Aucune antibiothérapie ou antivirale n'est recommandée. Notre article sur l'interprétation d'une plaque rouge sur le corps peut compléter votre lecture.
Quand consulter
Une consultation médicale est recommandée pour :
- confirmer le diagnostic ;
- écarter une syphilis secondaire (sérologie) ;
- prescrire un traitement symptomatique si nécessaire ;
- accompagner les femmes enceintes selon les recommandations obstétricales.
Selon la HAS, toute éruption persistant au-delà de 12 semaines, à présentation atypique ou avec atteinte muqueuse, justifie une réévaluation et parfois une biopsie.
Conclusion
Le pityriasis rosé de Gibert est une dermatose bénigne et auto-résolutive.
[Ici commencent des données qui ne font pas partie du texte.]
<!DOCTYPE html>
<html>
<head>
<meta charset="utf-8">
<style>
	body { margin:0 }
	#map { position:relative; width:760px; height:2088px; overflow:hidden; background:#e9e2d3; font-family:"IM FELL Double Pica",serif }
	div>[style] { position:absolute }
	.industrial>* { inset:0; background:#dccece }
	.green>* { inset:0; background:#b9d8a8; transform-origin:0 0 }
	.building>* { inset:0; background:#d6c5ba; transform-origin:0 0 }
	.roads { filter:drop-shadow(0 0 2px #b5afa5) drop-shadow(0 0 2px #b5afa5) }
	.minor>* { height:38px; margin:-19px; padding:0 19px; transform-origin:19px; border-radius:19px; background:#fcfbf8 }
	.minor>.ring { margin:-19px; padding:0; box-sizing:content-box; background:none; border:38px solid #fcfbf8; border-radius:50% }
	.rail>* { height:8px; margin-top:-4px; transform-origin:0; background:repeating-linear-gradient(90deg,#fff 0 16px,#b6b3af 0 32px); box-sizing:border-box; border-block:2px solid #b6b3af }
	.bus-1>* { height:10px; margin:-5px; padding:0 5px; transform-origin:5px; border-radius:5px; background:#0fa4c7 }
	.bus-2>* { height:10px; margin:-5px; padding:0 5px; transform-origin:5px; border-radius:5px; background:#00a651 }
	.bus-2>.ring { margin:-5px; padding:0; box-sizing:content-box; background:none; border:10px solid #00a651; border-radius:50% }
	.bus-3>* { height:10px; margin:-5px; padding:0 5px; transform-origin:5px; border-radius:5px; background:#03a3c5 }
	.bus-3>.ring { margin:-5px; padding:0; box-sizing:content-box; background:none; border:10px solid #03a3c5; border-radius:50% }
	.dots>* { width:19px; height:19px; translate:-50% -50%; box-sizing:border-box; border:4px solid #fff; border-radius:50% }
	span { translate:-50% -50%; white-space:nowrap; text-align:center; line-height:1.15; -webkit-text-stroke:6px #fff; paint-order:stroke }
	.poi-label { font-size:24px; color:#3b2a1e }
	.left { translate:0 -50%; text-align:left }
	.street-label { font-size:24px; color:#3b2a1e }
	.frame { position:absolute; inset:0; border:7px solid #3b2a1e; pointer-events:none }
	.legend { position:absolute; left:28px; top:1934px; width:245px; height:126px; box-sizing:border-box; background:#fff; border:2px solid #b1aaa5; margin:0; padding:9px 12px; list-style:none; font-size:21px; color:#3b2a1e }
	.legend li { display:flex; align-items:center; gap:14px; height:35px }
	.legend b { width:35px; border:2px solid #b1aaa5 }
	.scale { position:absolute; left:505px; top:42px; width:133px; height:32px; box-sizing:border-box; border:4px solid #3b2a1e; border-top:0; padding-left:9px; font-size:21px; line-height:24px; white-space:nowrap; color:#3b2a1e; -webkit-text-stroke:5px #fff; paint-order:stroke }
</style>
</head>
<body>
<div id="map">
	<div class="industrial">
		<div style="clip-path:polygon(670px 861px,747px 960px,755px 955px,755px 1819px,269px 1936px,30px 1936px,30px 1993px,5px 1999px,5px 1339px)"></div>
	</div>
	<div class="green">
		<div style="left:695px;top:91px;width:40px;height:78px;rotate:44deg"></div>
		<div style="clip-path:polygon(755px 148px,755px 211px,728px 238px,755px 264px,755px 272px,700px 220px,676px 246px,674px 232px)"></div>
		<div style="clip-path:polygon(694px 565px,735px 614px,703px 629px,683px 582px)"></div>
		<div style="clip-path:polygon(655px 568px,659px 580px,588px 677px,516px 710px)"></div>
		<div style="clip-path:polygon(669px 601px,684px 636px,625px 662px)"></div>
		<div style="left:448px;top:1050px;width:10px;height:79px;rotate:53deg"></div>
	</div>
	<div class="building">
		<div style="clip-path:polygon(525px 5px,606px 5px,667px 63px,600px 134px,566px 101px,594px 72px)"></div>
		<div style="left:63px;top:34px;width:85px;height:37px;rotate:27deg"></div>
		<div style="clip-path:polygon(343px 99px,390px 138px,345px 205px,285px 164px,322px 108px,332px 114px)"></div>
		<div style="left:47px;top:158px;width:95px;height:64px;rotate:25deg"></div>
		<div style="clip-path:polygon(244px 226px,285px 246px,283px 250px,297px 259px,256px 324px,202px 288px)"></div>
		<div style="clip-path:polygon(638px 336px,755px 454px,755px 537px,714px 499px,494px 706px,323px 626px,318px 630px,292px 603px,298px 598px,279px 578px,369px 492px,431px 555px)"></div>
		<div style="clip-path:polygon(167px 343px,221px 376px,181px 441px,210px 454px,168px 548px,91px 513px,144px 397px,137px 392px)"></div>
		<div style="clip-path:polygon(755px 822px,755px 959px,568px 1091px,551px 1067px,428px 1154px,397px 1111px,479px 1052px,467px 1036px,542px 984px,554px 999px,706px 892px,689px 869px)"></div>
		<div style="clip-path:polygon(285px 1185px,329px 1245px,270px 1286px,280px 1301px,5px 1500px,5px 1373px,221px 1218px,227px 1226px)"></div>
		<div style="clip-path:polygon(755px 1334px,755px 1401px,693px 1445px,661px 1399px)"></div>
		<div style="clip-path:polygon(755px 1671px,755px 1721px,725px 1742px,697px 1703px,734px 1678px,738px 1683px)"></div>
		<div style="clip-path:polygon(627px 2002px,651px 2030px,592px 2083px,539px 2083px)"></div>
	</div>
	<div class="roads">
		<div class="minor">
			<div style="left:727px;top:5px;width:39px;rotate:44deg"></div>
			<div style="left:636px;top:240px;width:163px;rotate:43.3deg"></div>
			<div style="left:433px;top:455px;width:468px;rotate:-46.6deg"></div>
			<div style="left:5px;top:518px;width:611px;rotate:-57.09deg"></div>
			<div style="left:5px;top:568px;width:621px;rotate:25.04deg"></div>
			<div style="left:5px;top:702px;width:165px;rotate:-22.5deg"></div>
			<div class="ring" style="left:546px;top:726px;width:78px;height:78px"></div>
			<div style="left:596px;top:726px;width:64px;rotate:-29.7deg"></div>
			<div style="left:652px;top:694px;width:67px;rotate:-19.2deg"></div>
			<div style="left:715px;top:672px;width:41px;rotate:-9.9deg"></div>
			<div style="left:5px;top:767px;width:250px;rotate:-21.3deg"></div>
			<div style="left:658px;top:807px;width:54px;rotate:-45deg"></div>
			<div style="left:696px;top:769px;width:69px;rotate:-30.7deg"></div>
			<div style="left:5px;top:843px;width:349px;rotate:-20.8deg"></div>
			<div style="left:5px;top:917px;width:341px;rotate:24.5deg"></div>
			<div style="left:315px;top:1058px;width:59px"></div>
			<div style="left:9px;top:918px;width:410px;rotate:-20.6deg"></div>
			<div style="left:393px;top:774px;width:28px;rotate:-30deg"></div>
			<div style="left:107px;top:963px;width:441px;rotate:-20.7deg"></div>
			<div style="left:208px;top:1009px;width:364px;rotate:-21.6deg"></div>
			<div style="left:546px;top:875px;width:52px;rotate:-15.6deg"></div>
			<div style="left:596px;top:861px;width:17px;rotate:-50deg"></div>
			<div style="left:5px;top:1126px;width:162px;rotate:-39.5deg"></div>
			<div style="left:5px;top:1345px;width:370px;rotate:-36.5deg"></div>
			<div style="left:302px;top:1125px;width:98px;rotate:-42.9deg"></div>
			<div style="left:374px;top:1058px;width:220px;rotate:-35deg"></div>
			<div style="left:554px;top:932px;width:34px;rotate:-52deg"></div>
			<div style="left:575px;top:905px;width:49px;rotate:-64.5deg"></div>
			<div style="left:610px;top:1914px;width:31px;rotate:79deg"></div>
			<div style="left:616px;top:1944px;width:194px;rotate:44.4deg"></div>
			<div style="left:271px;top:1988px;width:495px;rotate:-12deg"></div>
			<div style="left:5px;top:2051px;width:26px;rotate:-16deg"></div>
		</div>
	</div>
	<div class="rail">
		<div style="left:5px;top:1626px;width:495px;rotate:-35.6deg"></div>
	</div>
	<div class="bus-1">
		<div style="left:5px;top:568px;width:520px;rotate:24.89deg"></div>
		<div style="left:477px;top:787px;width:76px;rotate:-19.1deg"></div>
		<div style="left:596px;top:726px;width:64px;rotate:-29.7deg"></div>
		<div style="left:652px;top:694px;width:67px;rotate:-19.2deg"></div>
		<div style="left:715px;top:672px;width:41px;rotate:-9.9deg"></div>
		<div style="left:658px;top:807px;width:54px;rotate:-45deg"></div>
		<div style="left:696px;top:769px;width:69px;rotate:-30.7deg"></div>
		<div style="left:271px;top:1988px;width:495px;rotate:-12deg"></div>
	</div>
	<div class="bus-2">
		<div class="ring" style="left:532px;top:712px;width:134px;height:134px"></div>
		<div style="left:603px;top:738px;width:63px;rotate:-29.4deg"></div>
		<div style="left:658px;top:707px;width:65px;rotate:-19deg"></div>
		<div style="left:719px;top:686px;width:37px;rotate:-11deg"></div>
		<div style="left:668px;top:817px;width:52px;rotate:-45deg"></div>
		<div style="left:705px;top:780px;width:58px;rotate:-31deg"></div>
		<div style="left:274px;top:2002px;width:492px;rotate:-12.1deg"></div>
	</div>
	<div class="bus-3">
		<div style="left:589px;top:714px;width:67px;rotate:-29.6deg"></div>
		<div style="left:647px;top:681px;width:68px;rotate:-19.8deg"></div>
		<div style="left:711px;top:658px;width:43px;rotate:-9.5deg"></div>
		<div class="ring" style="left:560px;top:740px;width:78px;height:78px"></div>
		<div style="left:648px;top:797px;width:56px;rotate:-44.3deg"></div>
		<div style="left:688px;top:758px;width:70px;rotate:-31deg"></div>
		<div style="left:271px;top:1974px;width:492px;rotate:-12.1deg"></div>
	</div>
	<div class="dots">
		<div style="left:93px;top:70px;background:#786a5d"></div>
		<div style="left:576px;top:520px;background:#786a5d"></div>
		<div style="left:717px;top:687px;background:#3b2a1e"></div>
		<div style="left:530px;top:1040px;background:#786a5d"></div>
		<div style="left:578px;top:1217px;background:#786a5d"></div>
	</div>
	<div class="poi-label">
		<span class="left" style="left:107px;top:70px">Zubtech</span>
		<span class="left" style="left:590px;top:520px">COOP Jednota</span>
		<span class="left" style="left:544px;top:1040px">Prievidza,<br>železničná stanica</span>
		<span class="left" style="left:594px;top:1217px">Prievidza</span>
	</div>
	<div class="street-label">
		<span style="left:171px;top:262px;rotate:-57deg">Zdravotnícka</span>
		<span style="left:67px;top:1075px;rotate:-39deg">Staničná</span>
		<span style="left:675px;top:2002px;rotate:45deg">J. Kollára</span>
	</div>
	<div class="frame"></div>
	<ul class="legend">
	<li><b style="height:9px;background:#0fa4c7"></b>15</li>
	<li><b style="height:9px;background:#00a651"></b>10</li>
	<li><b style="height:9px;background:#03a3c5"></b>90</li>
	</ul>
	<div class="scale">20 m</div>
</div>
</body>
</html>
Son diagnostic clinique repose sur la reconnaissance de la plaque mère et de l'éruption secondaire en sapin de Noël. L'évolution spontanée vers la guérison rassure le patient. Une consultation médicale est utile pour écarter les diagnostics différentiels, particulièrement la syphilis secondaire, et proposer un traitement symptomatique si besoin.